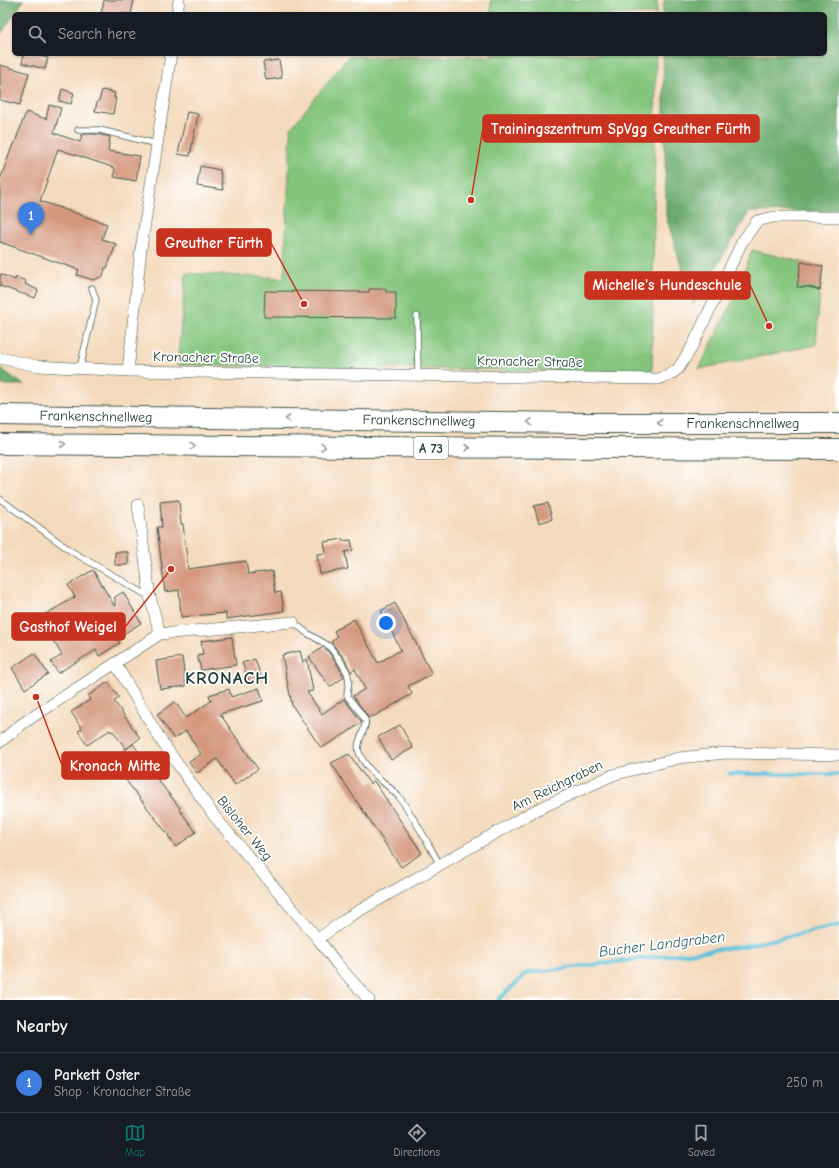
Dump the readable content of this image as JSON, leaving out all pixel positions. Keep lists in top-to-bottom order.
{
  "streets": {
    "highway": ["Frankenschnellweg", "A 73"],
    "street": ["Kronacher Straße", "Am Reichgraben", "Bisloher Weg"]
  },
  "crossings": [
    ["Am Reichgraben", "Bisloher Weg"]
  ],
  "districts": ["KRONACH"],
  "water": ["Bucher Landgraben"],
  "places": [
    "Trainingszentrum SpVgg Greuther Fürth",
    "Greuther Fürth",
    "Michelle's Hundeschule",
    "Gasthof Weigel",
    "Kronach Mitte"
  ],
  "page": {
    "search": "Search here",
    "pins": "1",
    "heading": "Nearby",
    "list": [
      {
        "mark": "1",
        "name": "Parkett Oster",
        "note": "Shop · Kronacher Straße",
        "value": "250 m"
      }
    ],
    "nav": ["Map", "Directions", "Saved"]
  }
}
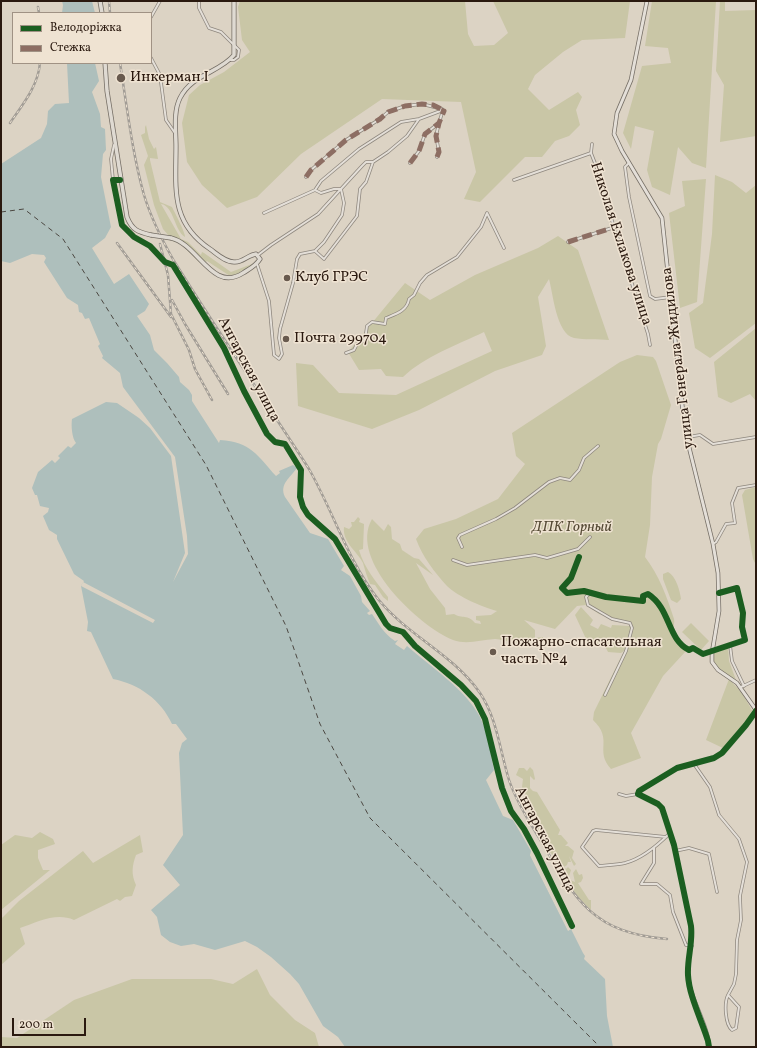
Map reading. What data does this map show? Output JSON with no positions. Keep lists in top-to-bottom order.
{
  "streets": {
    "main road": ["улица Генерала Жидилова"],
    "street": ["Николая Ехлакова улица", "Ангарская улица"]
  },
  "parks": ["ДПК Горный"],
  "places": [
    "Инкерман I",
    "Клуб ГРЭС",
    "Почта 299704",
    "Пожарно-спасательная часть №4"
  ],
  "legend": ["Велодоріжка", "Стежка"],
  "scale_bar": "200 m"
}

== Assignment ==
Copy every record exactly, leaving the pictures out.

== Exercise output ==
Dump the readable content of this image as JSON, leaving out all pixel positions. Keep lists in top-to-bottom order.
{
  "streets": {
    "highway": ["Frankenschnellweg", "A 73"],
    "street": ["Kronacher Straße", "Am Reichgraben", "Bisloher Weg"]
  },
  "crossings": [
    ["Am Reichgraben", "Bisloher Weg"]
  ],
  "districts": ["KRONACH"],
  "water": ["Bucher Landgraben"],
  "places": [
    "Trainingszentrum SpVgg Greuther Fürth",
    "Greuther Fürth",
    "Michelle's Hundeschule",
    "Gasthof Weigel",
    "Kronach Mitte"
  ],
  "page": {
    "search": "Search here",
    "pins": "1",
    "heading": "Nearby",
    "list": [
      {
        "mark": "1",
        "name": "Parkett Oster",
        "note": "Shop · Kronacher Straße",
        "value": "250 m"
      }
    ],
    "nav": ["Map", "Directions", "Saved"]
  }
}
Map reading. What data does this map show? Output JSON with no positions. Keep lists in top-to-bottom order.
{
  "streets": {
    "main road": ["улица Генерала Жидилова"],
    "street": ["Николая Ехлакова улица", "Ангарская улица"]
  },
  "parks": ["ДПК Горный"],
  "places": [
    "Инкерман I",
    "Клуб ГРЭС",
    "Почта 299704",
    "Пожарно-спасательная часть №4"
  ],
  "legend": ["Велодоріжка", "Стежка"],
  "scale_bar": "200 m"
}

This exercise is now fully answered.